▶ **TASK INSTRUCTIONS**:
All of the data should be restated word for word, with the pictures omitted.

-- PROVIDED RECORDS follows --

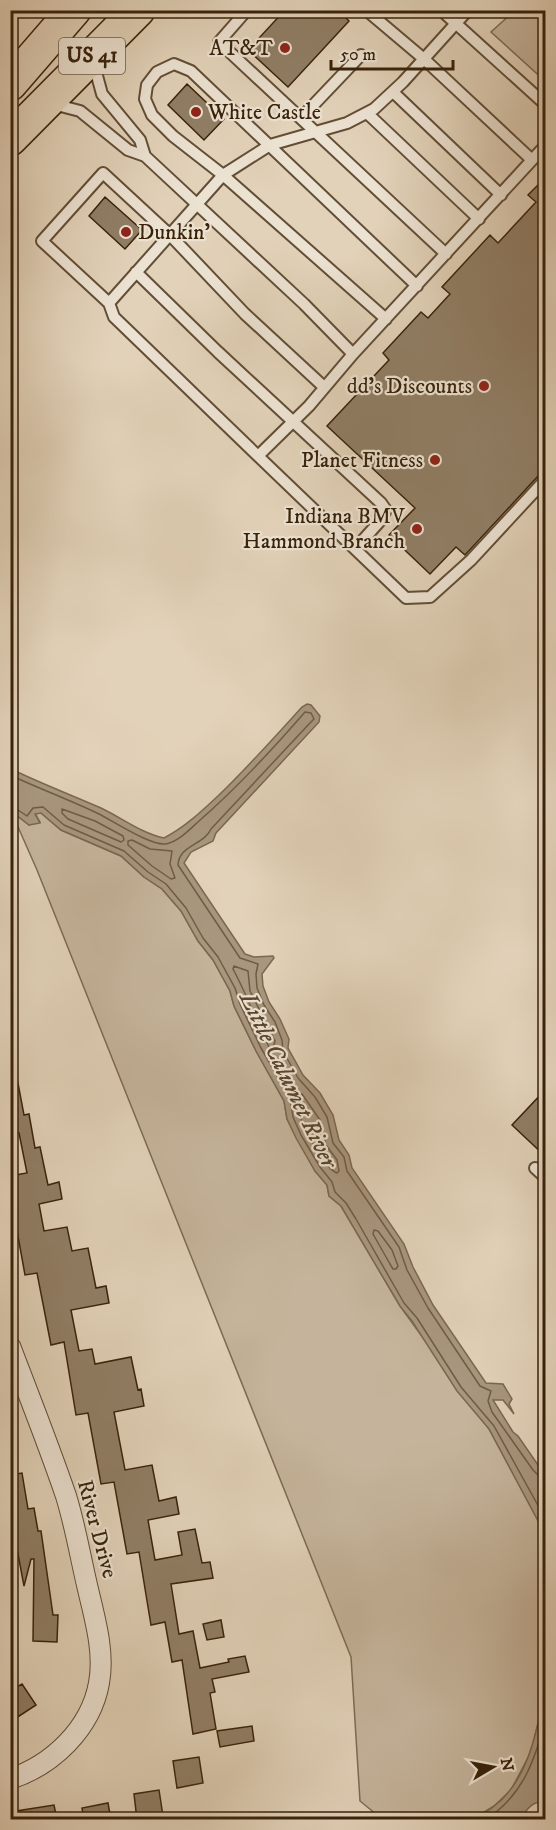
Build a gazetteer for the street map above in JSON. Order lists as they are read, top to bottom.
{
  "streets": {
    "highway": ["US 41"],
    "street": ["River Drive"]
  },
  "water": ["Little Calumet River"],
  "places": [
    "AT&T",
    "White Castle",
    "Dunkin'",
    "dd's Discounts",
    "Planet Fitness",
    "Indiana BMV Hammond Branch"
  ],
  "scale_bar": "50 m",
  "north": "right"
}
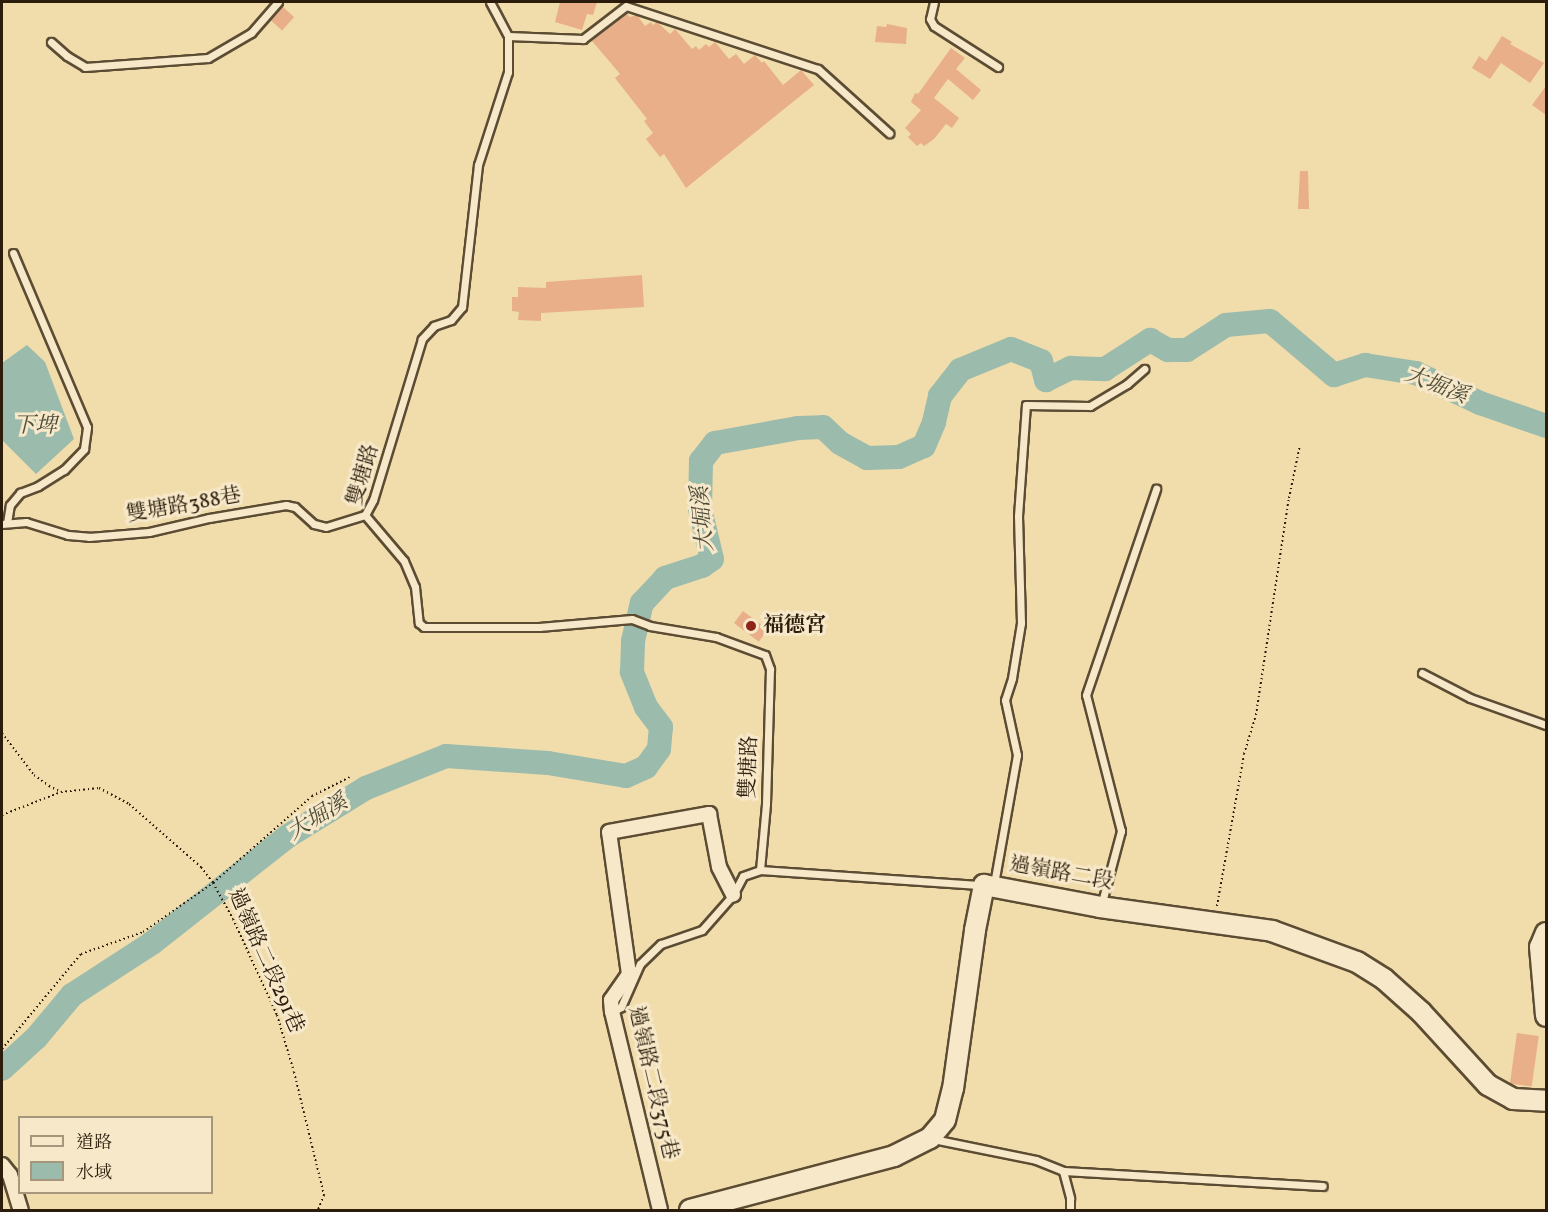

-- PROVIDED RECORDS concluded --

▶ **EXPECTED ANSWER**:
Build a gazetteer for the street map above in JSON. Order lists as they are read, top to bottom.
{
  "streets": {
    "highway": ["US 41"],
    "street": ["River Drive"]
  },
  "water": ["Little Calumet River"],
  "places": [
    "AT&T",
    "White Castle",
    "Dunkin'",
    "dd's Discounts",
    "Planet Fitness",
    "Indiana BMV Hammond Branch"
  ],
  "scale_bar": "50 m",
  "north": "right"
}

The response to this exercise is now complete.